One of the great benefits of writing reviews and attending film festivals is the exposure to new, emerging talent before any hype starts. Of course, it can go both ways, and I’ve ended up stuck watching excruciating crap more than once, but it’s worth the effort (and occasional painful slog) when you find something truly special. Making up for a less-than-stellar lineup last year, this year’s AFI Fest was overloaded with notable foreign films, and I’m still behind on reviews 2 weeks later thanks to all the amazing films I couldn’t pass up. Below are two of the better foreign films at the festival this year, both from new, strong voices (1st or 2nd feature-film directors).
Bullhead (Rundskop – Belgium)
Easily my favorite film this year from a new director, Bullhead might be a hard one to get friends interested in. The story of a Belgian cattle farmer who uses hormones on both his animals and himself (and loosely based on real “hormone mafias” in Belgium in the 90s), Bullhead may sound like a lame historical procedural, so I’m forgoing the full synopsis because there’s a reason why Belgium decided to submit this slow-burning crime drama for the Foreign Language Academy Award: it’s extraordinary.
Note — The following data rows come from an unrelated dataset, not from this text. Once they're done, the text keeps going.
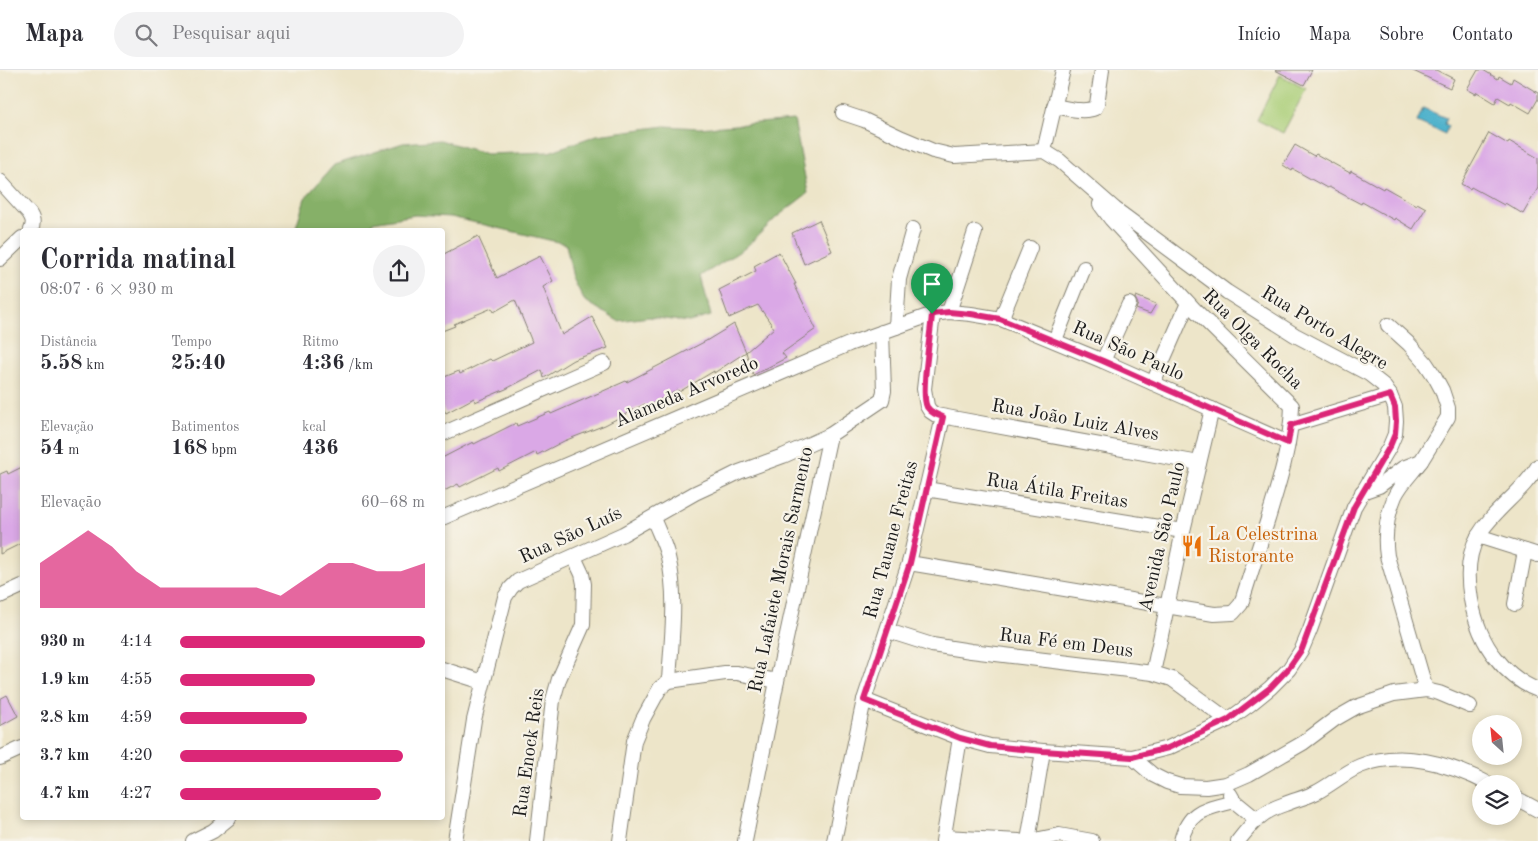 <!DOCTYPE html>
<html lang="pt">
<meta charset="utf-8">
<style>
body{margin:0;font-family:"Old Standard TT",serif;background:#f2f2f3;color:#2b2b33;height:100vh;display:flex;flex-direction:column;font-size:19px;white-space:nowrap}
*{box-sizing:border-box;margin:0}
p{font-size:16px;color:#7c7c81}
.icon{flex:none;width:28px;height:28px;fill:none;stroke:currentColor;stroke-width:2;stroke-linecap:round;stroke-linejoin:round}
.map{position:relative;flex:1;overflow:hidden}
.sheet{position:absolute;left:20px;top:158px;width:425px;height:592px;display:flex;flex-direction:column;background:#fff;border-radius:5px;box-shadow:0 2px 8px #0003}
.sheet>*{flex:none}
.needle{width:32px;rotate:333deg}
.tools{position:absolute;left:1472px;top:645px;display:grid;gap:10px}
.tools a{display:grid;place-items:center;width:50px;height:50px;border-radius:50%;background:#fff;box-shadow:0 2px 8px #0003;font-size:25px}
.pin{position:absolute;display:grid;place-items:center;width:42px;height:42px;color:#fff;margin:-51px -21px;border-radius:50% 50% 50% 0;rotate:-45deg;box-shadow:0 0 5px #0007}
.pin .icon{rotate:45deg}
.round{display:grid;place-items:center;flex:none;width:52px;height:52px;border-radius:26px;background:#f2f2f3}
.headline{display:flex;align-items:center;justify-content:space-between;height:85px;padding:0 20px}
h1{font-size:28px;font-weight:800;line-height:38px}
.metrics{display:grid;grid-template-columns:repeat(3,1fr);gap:8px;height:85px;padding:5px 20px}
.metrics div{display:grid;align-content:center}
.metrics b{font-size:21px;font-weight:800}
.metrics small{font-size:14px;font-weight:400}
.metrics p{font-size:14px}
.chart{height:140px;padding:10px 20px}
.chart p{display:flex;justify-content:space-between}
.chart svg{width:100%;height:90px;margin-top:5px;fill:#db2777;opacity:.7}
ul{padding:0 20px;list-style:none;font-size:16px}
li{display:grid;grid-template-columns:80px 60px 1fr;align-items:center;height:38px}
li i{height:12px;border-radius:6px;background:#db2777}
header{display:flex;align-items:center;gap:30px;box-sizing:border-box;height:70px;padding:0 25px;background:#fff;border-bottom:1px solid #e1e1e2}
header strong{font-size:24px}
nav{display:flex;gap:28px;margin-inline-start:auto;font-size:18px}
.search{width:350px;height:45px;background:#f2f2f3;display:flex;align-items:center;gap:12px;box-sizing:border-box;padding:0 18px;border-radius:28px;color:#7c7c81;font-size:19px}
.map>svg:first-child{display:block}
.green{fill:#a9cd76;stroke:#627449}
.forest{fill:#86b067;stroke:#516642}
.water{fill:#4cb0cb;stroke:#346674}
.building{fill:#daa8e6}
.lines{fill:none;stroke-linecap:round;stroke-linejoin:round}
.minor-casing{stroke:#848072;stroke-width:16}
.minor{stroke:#fff;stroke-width:14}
.route-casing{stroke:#fff;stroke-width:10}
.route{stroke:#db2777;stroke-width:6}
.labels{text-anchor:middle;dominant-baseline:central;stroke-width:4.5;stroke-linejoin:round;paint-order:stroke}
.street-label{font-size:19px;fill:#1c1c1c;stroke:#f7f3e8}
.food-label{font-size:19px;fill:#c56008;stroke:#f7f3e8;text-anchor:start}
</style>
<header>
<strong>Mapa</strong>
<div class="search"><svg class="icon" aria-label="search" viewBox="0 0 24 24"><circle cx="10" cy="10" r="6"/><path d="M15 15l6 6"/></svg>Pesquisar aqui</div>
<nav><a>Início</a><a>Mapa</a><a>Sobre</a><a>Contato</a></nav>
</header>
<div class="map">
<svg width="1538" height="771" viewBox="0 0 1538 771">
<rect width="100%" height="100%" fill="#f7f3e8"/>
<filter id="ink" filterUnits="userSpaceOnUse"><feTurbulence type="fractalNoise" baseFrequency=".02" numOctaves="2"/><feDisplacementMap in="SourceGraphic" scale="10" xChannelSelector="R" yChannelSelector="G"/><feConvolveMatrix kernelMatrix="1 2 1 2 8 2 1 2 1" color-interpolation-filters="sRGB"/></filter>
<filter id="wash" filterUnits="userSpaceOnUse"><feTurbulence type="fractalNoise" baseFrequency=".0096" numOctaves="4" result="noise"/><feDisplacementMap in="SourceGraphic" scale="20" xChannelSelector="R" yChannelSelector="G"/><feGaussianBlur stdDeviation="1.12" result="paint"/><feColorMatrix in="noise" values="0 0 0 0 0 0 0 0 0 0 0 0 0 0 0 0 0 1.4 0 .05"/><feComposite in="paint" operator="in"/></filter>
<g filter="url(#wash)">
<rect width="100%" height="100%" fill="#ede5c9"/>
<path class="green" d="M1280 5 1306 19 1283 63 1257 50Z"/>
<path class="forest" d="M794 50 808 123 777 147 745 178 701 206 711 246 689 252 649 247 618 251 584 230 573 208 566 174 451 147 415 145 373 152 369 160H295L305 128 334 95 403 73 440 70 487 84 549 82 597 65 665 56 699 58Z"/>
<path class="water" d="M1423 38 1446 48 1444 54 1448 56 1445 64 1417 52Z"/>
<g id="blocks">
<g class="building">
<path d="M1275 0H1312L1304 15Z"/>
<path d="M1411 0H1436L1454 9 1450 18Z"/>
<path d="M1478 0H1483L1498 9 1499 6 1511 13 1513 8 1538 23V29L1530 43 1511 32 1510 34 1498 27 1495 33 1477 22 1476 24 1467 19Z"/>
<path d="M1489 63 1508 74 1509 71 1538 88V118L1523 144 1505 133 1504 135 1471 117 1470 119 1461 114Z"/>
<path d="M1295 75 1314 86 1316 84 1350 103 1351 101 1383 119 1384 117 1416 135 1417 133 1426 138 1413 159 1395 148 1394 150 1362 132 1361 134 1329 117 1327 118 1293 99 1292 101 1283 95Z"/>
<path d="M819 150 832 181 804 194 792 163Z"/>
<path d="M478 166 497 208 540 186 553 211 543 217 562 265 592 247 608 278 573 290 544 308 542 300 506 319 475 332 474 328 446 343 442 337V308L459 301 460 304 490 289 492 291 532 272 515 230 494 242 492 238 454 254 455 256 442 261V185Z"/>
<path d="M779 182 796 214H794L816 259 782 283 786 288 753 305 746 282 774 258 758 235 729 248 719 220 756 201 754 196Z"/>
<path d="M1136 226 1156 234 1150 244 1136 239 1138 234 1135 228Z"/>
<path d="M734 254 746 282 714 303V301L679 322 678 320 646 337 645 334 605 355 564 371 537 385 536 382 499 401 498 398 460 417 458 414 442 422V388L473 372 474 374 516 353 517 356 550 342 551 344 626 311 627 312 706 271Z"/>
<path d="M22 397V473L0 484V404L7 401 8 404Z"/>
<path d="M7 625 18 646 0 656V629Z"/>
</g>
</g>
</g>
<g filter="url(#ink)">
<use href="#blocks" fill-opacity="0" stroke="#848072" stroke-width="1"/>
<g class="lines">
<g class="minor-casing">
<g id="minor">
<path d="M1054 36C1067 38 1083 43 1095 38L1097 34 1102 0"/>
<path d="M843 43 864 50 902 68 933 81 954 86 1044 81 1060 91 1115 139 1227 222 1295 265 1369 304 1383 315 1390 325 1395 337 1396 351 1395 364 1390 376 1354 437 1310 560 1302 579 1289 599 1270 618 1249 635 1228 650 1168 678 1132 687"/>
<path d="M1044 81 1063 0"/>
<path d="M0 111 29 143C33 149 34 153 31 160"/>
<path d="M0 189 22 168"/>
<path d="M949 242 975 162"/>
<path d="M933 244 924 319 927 336 930 341 936 345 1199 393"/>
<path d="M1001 249 1030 178"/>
<path d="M896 257 899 209 913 159"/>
<path d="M1055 270 1084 198"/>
<path d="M1103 291 1129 234"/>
<path d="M1153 313 1188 233"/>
<path d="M1291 355 1390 325"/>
<path d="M442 364 604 293"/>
<path d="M1421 391C1413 402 1401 413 1395 426 1387 445 1384 466 1387 486L1426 620"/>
<path d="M1538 396C1522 423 1494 439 1478 466 1459 499 1472 560 1496 588 1507 602 1522 614 1538 620"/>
<path d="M926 419 1183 461"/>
<path d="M1362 422 1379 416 1403 398 1421 391 1448 347V338L1442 320 1435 307 1425 292 1409 274 1388 255"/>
<path d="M442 448 849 274 933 244 949 242 971 244 1001 249 1103 291 1288 373"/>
<path d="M653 448C658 461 665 474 668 487 678 527 671 571 669 611"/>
<path d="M1478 466 1538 485"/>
<path d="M909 493 1214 544 1233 543 1241 534C1250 506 1259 478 1268 449 1279 413 1291 375 1292 336L1194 239 1111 149 1100 134"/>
<path d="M0 526 22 516"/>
<path d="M1515 534 1525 481"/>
<path d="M888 561 932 575 971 581 1153 603 1172 609 1228 650"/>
<path d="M442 599 483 612"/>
<path d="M1153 603 1183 461 1212 339"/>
<path d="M864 630 960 668 990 676 1043 681 1132 687 1153 705 1167 712 1180 716 1206 717 1226 714 1249 704 1303 673 1335 649 1356 637 1394 624 1426 620 1439 623 1470 636"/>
<path d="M0 688 22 678"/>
<path d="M1230 724 1234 731 1256 749"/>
<path d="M1514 727 1538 740"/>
<path d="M944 767 1019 771"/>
<path d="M193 771 213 761 229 748"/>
<path d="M455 771 474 650 505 527 511 518 518 511 623 464 695 423 723 410 739 402 783 386 830 365"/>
<path d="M537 771 553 630 559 609 583 555 584 514 582 504 574 487"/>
<path d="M620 771 634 671 643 649 660 618 669 611 725 603H737L777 611"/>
<path d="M745 771 777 611 830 365 882 330 884 321 882 262"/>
<path d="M834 771 864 630 909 493 943 347"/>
<path d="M943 771 960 668"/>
<path d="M1028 771 1043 681"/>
<path d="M1030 771 1059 765 1092 771"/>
<path d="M1181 771C1189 739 1206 739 1234 731"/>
<path d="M1238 771C1253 752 1261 742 1285 734 1295 730 1307 727 1317 722 1332 714 1344 703 1360 696 1401 679 1451 694 1489 714"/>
</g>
</g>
<use href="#minor" class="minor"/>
</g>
</g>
<g class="lines" filter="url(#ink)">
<g class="route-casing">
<path id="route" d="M949 242 971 244 1000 249 1103 291 1288 373 1291 355 1390 325 1395 337 1396 351 1395 364 1390 376 1354 437 1302 579 1288 599 1270 618 1228 650 1168 678 1132 687 1043 681 990 676 960 668 864 630 910 493 943 347C937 345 931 343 927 337 920 324 931 263 932 244Z"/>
</g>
<use href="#route" class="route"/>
</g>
<defs>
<g id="restaurant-bare" transform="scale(1.725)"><path d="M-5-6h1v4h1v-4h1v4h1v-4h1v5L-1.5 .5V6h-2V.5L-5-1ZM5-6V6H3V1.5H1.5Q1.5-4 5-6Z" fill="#e8710a" stroke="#f7f3e8" stroke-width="2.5" paint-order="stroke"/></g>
</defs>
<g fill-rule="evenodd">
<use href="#restaurant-bare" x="1192" y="476"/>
</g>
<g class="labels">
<g class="street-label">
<text transform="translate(1324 259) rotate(31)">Rua Porto Alegre</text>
<text transform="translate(1252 270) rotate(45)">Rua Olga Rocha</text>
<text transform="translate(1128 282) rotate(24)">Rua São Paulo</text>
<text transform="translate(687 323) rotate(-23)">Alameda Arvoredo</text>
<text transform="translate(1075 351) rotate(10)">Rua João Luiz Alves</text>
<text transform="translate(1057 422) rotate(9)">Rua Átila Freitas</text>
<text transform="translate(571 466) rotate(-25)">Rua São Luís</text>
<text transform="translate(1163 467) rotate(-77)">Avenida São Paulo</text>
<text transform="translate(892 470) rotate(-75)">Rua Tauane Freitas</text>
<text transform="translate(782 500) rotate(-78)">Rua Lafaiete Morais Sarmento</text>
<text transform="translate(1066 574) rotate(7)">Rua Fé em Deus</text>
<text transform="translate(530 683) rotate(-82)">Rua Enock Reis</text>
</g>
<g class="food-label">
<text x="1208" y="465">La Celestrina<tspan x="1208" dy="22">Ristorante</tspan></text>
</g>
</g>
</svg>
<div class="tools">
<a><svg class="needle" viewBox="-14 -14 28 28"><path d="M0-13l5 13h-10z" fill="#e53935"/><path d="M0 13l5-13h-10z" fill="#7c7c81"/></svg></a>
<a><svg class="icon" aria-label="layers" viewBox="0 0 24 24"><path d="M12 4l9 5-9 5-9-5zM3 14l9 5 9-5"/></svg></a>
</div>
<div class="pin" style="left:932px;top:244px;background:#1e9e55"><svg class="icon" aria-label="arrive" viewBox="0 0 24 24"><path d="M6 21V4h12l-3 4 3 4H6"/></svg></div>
<section class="sheet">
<div class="headline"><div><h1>Corrida matinal</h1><p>08:07 · 6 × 930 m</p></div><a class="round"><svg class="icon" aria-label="share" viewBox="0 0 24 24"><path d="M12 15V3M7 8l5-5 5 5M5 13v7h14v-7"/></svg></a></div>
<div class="metrics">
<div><p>Distância</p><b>5.58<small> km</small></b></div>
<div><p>Tempo</p><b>25:40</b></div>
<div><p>Ritmo</p><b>4:36<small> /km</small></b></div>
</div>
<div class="metrics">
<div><p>Elevação</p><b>54<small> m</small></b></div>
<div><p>Batimentos</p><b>168<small> bpm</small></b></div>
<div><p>kcal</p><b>436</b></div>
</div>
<div class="chart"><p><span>Elevação</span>60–68 m</p>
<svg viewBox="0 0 160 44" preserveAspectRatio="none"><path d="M0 44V22L10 14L20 6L30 14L40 26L50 34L60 34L70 34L80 34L90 34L100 38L110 30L120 22L130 22L140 26L150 26L160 22V44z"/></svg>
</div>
<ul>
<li><b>930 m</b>4:14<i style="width:100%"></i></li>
<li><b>1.9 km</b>4:55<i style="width:55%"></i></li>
<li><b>2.8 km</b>4:59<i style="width:52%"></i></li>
<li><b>3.7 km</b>4:20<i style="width:91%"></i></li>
<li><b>4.7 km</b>4:27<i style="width:82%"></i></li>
</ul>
</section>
</div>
First and most notably is Matthias Schoenaerts’ astounding performance as the lead, a character whose complex history causes ambivalence, shifting from judgment to empathy to terror. It’s the most compelling performance I’ve seen all year, both thanks to Schoenaerts’s dedication (his physical training alone was intense – compare pictures of him now and a year earlier, and he’s not recognizable) and first-time writer/director Michaël R. Roskam’s brilliant script. Other than some slight comic relief that feels off-key with the rest of the film, the story is well-written and developed, twisty without being overly manipulated. And Roskam’s sure-handed direction makes him feel like an old pro, especially in his collaboration with cinematographer Nicolas Karakatsanis. Lacking the shaky camerawork we’ve grown so accustomed to with new filmmakers, this is a steady film, with smooth tracking and long shots ensuring a tense, engrossing film. It also happens to be one of the more striking films this year, with the lighting being especially notable. There are so many shots in this film that could have been used on a poster, it’s almost impossible to choose a favorite (almost – there’s a red tinted close-up in a bathroom that floored me). This stunning debut is definitely one of the best films of 2011, and based on awards at both Fantastic Fest & AFI Fest and the buzz its few festival screenings have received, Bullhead shouldn’t be forgotten come awards season. See this in a theater.
Oslo, August 31st (Norway)
Like a Norwegian, masculine Rachel Getting Married, but with more existential angst, Oslo, August 31st is about Anders (performed by Anders Danielsen Lie), a recovering drug addict who is allowed a leave from rehab. Consisting of a 24-hour period, Oslo, August 31st follows Anders as he travels around the city, visiting old friends, interviewing for a job, and just trying to figure out what he’s going to do next. Based on the short novel Le Feu Follet (don’t look it up if you’ve never heard of it, as the description may spoil the film), director Joachim Trier (whose first film, Reprise, is apparently a recent favorite due to the audience’s reaction to its mere mention) has crafted a contemporary film that stands on its own on multiple levels. While Borchgrevink’s effortless performance as the lead maintains emphasis on the story at hand, Trier’s direction of the film is almost simple and charming, creating a quasi love letter to the city of Oslo, despite the film’s complex subject matter and homage towards the original novel. Impressive sound design and locally flavored cinematography also deserve special mention, working together well to establish mood and setting. Oslo, August 31st was originally expected by many to be Belgium’s Foreign Language entry this, and the committee’s choice to submit Happy, Happy instead actually caused a bit of controversy. If Oslo, August 31st shows up in your local arthouse, it’s definitely worth checking out, and should play just as well at home if streaming/Netflix are your only sources for foreign films.